Myliobatiformes is classified as follows in Eschmeyer's Catalog of Fishes:

- Family Zanobatidae Fowler. 1934 (panrays)
Suborder Myliobatoidei Compagno, 1973
- Family Hexatrygonidae Heemstra & M. M. Smith, 1980 (sixgill stingrays)
- Family Dasyatidae D. S. Jordan & Gilbert, 1879 (whiptail stingrays)
  - Subfamily Dasyatinae D. S. Jordan & Gilbert, 1879 (stingrays)
  - Subfamily Neotrygoninae Castelnau, 1873 (shortsnout stingrays)
  - Subfamily Urogymninae Gray, 1851 (whiprays)
  - Subfamily Hypolophinae Stromer, 1910 (cowtail stingrays)
- Family Potamotrygonidae Garman, 1877 (neotropical stingrays)
  - Subfamily Styracurinae Carvalho, Loboda & da Silva 2016 (whiptail stingrays)

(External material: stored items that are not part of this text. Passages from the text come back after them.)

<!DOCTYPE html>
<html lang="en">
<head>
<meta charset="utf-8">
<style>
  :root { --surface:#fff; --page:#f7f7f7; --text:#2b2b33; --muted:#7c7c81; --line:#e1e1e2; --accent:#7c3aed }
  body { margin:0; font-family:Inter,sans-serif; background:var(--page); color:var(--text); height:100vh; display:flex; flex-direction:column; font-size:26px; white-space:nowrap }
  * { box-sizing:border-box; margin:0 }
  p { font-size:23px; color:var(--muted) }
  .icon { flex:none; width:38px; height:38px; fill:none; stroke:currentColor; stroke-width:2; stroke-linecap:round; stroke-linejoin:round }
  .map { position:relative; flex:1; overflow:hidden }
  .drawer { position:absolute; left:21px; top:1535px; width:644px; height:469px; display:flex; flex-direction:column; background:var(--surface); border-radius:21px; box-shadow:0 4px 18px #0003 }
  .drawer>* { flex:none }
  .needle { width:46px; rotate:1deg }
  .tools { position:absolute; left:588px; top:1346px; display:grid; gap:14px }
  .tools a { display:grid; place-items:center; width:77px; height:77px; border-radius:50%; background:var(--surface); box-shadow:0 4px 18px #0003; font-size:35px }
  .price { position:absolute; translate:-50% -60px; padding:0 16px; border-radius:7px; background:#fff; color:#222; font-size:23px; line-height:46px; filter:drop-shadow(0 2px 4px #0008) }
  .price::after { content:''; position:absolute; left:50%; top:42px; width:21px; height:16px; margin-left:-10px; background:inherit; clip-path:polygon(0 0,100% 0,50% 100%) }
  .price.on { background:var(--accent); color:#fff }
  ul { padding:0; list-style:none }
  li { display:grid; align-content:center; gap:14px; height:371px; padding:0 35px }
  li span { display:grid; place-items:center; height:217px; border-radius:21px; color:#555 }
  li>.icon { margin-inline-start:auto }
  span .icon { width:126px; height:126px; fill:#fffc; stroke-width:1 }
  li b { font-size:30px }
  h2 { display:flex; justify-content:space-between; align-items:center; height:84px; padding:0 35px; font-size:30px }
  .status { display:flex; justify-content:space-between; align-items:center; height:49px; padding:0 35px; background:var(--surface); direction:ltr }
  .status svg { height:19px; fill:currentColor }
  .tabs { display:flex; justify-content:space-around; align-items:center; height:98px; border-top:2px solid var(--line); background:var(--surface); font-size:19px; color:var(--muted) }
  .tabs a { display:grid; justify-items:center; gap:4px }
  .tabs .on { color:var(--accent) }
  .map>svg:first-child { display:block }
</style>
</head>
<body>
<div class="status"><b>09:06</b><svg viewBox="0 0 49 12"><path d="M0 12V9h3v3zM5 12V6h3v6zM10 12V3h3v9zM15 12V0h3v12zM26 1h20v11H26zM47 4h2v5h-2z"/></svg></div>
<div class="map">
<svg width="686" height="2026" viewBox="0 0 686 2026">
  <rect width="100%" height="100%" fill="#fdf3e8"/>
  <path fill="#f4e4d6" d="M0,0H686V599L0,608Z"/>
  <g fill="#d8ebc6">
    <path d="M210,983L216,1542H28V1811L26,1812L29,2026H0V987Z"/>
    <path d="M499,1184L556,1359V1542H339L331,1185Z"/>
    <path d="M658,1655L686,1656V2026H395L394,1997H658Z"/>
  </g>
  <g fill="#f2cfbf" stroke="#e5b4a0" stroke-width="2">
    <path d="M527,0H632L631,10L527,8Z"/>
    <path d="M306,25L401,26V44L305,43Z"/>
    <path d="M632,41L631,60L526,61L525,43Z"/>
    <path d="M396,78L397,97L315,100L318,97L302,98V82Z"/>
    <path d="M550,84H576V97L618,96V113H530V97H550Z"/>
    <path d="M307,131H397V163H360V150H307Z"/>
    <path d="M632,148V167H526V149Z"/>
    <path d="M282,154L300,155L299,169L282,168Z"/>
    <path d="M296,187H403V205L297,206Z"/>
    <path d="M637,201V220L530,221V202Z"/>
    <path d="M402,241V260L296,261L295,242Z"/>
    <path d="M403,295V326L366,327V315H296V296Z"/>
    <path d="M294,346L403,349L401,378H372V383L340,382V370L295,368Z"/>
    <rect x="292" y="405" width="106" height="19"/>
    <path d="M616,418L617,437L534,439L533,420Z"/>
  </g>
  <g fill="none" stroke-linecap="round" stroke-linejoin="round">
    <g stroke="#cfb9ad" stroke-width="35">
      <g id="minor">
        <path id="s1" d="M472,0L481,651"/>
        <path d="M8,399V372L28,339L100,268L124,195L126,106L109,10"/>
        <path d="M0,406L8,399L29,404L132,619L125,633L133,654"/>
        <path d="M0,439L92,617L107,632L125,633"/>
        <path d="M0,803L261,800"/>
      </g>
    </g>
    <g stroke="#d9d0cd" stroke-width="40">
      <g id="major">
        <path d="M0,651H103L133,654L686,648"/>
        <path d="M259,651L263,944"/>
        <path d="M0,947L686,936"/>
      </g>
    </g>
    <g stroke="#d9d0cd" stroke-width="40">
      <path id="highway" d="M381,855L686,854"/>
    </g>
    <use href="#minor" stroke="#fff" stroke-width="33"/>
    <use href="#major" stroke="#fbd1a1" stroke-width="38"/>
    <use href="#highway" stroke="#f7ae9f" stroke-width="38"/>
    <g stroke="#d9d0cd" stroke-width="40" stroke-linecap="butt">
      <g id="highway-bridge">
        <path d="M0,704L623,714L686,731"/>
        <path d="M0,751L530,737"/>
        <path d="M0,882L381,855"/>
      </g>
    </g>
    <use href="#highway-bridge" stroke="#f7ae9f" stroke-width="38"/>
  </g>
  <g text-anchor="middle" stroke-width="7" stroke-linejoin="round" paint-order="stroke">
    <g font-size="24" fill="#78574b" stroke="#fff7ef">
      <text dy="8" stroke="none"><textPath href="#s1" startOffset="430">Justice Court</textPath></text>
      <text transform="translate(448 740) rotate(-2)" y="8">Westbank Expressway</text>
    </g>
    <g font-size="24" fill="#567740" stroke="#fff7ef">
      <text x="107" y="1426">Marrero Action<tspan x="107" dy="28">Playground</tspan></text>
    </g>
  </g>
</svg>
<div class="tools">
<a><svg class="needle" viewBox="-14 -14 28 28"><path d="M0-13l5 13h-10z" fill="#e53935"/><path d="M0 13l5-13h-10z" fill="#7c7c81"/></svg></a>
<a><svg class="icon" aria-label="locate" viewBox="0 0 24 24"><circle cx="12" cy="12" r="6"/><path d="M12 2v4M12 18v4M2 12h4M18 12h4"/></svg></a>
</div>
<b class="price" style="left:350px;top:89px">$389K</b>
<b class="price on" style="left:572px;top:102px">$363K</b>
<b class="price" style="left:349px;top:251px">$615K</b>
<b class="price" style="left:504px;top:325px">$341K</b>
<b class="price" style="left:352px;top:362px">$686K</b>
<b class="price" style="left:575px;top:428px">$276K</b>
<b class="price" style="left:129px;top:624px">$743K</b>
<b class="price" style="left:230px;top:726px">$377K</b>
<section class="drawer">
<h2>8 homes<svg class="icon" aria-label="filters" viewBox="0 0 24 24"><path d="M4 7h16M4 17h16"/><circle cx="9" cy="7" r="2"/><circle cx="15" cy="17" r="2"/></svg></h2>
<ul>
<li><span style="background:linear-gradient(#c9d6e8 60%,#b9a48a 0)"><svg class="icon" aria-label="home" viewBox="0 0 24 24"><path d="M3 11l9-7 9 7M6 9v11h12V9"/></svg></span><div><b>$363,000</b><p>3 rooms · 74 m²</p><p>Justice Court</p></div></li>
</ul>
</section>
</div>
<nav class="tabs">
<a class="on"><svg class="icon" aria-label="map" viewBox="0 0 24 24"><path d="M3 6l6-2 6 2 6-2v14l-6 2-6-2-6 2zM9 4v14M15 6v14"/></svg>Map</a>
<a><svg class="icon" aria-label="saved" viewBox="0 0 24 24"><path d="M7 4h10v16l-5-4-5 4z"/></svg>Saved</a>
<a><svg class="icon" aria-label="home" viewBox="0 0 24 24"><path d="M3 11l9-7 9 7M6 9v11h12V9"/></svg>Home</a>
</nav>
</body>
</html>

  - Subfamily Potamotrygoninae Garman 1877 (river stingrays)
- Family Urotrygonidae McEachran, Dunn & Miyake, 1996 (American round stingrays)

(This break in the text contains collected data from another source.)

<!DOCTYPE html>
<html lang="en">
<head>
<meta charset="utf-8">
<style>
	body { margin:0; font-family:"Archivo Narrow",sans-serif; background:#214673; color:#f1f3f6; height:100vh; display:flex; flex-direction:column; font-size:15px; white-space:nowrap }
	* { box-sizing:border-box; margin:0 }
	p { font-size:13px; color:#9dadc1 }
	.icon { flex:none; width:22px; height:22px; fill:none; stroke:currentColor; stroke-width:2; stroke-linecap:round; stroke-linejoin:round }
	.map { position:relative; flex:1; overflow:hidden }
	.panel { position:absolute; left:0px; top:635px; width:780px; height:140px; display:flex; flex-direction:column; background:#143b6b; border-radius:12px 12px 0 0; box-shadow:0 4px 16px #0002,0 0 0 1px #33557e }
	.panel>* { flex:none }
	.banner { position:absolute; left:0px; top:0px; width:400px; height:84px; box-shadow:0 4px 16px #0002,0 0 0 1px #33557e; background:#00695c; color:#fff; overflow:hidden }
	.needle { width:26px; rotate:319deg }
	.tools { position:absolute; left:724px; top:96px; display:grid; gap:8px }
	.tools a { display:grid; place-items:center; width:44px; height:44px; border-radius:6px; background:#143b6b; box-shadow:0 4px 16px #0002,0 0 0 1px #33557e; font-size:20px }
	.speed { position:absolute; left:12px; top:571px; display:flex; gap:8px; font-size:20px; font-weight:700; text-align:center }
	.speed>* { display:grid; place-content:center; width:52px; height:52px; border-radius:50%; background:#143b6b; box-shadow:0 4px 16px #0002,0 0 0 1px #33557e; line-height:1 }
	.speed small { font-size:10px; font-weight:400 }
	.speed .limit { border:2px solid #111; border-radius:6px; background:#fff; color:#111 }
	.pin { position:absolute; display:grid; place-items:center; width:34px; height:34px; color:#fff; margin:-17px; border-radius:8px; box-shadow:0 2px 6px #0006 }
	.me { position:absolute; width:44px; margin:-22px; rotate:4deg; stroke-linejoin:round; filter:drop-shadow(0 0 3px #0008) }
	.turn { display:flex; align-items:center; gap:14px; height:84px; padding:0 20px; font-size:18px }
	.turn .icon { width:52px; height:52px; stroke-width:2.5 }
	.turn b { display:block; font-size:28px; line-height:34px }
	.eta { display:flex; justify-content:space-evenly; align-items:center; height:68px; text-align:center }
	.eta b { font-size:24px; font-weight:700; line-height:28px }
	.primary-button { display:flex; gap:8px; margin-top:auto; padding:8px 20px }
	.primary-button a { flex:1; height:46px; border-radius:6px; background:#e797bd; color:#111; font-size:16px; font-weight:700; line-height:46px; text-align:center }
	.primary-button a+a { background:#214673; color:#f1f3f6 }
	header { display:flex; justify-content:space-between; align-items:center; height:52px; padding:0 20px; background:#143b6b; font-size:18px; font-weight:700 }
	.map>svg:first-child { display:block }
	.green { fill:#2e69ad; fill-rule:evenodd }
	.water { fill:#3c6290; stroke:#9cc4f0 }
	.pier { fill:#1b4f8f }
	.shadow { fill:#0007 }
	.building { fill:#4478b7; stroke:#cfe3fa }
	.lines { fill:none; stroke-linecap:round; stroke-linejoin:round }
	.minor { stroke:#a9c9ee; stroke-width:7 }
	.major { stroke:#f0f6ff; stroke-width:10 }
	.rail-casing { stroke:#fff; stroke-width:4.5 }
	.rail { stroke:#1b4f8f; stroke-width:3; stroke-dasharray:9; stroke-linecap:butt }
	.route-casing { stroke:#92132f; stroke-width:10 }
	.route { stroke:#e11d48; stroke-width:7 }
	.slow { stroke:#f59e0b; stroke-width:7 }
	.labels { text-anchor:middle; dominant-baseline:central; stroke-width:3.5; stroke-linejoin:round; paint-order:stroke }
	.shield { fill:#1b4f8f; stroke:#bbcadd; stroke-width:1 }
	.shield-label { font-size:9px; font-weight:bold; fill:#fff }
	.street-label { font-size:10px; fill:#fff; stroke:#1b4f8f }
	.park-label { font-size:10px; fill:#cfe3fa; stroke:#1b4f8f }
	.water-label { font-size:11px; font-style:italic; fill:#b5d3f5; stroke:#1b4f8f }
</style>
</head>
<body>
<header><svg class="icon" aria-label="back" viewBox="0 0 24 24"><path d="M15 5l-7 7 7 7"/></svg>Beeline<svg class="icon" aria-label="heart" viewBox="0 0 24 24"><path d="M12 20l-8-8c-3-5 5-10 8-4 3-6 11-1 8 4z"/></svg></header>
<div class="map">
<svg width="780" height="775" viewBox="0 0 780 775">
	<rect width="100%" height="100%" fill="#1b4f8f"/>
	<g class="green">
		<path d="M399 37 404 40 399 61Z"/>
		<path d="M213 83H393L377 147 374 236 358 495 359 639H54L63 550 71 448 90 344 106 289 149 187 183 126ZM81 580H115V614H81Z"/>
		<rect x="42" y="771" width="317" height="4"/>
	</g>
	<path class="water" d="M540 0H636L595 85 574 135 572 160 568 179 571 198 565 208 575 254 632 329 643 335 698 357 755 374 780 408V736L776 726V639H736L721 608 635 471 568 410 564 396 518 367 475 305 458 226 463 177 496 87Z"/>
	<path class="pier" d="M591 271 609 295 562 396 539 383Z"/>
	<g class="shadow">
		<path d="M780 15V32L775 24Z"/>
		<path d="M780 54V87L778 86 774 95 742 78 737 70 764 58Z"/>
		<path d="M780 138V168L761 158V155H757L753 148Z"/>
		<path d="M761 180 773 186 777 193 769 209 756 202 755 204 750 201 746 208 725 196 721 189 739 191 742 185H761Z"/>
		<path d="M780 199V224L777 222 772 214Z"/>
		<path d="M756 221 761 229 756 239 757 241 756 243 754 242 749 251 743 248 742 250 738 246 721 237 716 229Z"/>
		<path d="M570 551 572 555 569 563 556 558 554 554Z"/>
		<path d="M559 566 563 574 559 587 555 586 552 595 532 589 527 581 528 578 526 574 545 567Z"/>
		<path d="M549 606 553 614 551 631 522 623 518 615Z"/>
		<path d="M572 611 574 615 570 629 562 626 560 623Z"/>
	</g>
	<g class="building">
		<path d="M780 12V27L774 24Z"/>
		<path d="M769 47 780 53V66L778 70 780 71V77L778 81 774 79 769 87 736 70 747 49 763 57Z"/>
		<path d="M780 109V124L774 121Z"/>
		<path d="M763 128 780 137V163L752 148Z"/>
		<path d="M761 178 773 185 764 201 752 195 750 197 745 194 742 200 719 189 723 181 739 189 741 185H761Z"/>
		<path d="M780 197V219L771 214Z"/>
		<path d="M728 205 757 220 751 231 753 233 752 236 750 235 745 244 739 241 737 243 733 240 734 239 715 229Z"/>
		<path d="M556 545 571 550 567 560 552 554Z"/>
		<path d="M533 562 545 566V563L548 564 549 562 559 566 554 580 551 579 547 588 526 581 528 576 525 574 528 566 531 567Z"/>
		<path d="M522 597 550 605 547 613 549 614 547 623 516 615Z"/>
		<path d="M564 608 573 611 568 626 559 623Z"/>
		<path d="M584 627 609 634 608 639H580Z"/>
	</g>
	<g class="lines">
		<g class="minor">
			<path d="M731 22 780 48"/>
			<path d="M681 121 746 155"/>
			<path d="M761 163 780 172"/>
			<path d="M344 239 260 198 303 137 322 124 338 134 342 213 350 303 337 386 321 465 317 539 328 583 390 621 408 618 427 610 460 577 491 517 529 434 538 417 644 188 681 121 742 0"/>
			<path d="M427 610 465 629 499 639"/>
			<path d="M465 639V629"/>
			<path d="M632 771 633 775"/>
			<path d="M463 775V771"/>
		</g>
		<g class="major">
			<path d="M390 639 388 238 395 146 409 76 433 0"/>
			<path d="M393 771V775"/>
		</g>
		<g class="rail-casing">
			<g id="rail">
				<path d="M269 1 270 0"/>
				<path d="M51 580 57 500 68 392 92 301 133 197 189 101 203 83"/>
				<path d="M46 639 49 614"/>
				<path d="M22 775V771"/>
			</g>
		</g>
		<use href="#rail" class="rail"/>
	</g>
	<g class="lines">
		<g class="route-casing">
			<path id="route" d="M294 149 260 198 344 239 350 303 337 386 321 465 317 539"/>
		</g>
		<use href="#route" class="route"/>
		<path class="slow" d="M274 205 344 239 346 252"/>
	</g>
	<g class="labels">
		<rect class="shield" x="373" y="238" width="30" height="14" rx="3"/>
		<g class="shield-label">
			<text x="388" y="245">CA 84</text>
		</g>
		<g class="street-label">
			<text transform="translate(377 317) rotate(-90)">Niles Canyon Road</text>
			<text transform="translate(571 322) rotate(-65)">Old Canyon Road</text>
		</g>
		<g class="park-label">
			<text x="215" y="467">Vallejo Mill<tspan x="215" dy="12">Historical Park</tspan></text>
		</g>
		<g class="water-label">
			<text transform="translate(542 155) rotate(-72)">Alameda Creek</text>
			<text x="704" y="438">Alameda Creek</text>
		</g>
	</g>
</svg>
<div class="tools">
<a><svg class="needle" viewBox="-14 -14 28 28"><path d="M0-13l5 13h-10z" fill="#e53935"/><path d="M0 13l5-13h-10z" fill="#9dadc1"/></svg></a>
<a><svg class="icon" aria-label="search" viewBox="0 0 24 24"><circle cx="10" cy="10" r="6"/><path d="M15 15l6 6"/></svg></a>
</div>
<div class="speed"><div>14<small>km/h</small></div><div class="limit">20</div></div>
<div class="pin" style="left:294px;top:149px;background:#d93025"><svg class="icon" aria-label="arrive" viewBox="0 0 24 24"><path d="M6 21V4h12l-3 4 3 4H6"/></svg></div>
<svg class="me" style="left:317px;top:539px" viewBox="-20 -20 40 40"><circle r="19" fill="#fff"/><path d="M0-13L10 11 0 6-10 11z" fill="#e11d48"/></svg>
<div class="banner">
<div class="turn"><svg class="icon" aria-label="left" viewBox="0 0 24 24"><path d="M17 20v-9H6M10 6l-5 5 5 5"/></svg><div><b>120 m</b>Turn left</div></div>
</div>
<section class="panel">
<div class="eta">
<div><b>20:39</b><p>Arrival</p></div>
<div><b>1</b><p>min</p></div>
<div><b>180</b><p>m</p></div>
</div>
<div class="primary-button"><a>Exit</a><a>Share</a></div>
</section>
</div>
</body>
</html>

- Family Gymnuridae Fowler, 1934 (butterfly rays)
- Family Plesiobatidae K. Nishida, 1990 (deepwater stingrays or giant stingarees)
- Family Urolophidae J. P. Müller & Henle 1841 (round stingrays or stingarees)
- Family Aetobatidae Agassiz, 1858 (pelagic eagle rays)
- Family Myliobatidae Bonaparte 1835 (eagle rays)
- Family Rhinopteridae D. S, Jordan & Evermann, 1896 (cownose rays)
- Family Mobulidae Gill, 1893 (mantas or devil rays)

The family Aetobatidae is recognised by some authorities. It contains the genus Aetobatus, which is otherwise part of Myliobatidae.

The families Myliobatidae and Rhombodontidae are sometimes grouped in their own superfamily, Myliobatoidea.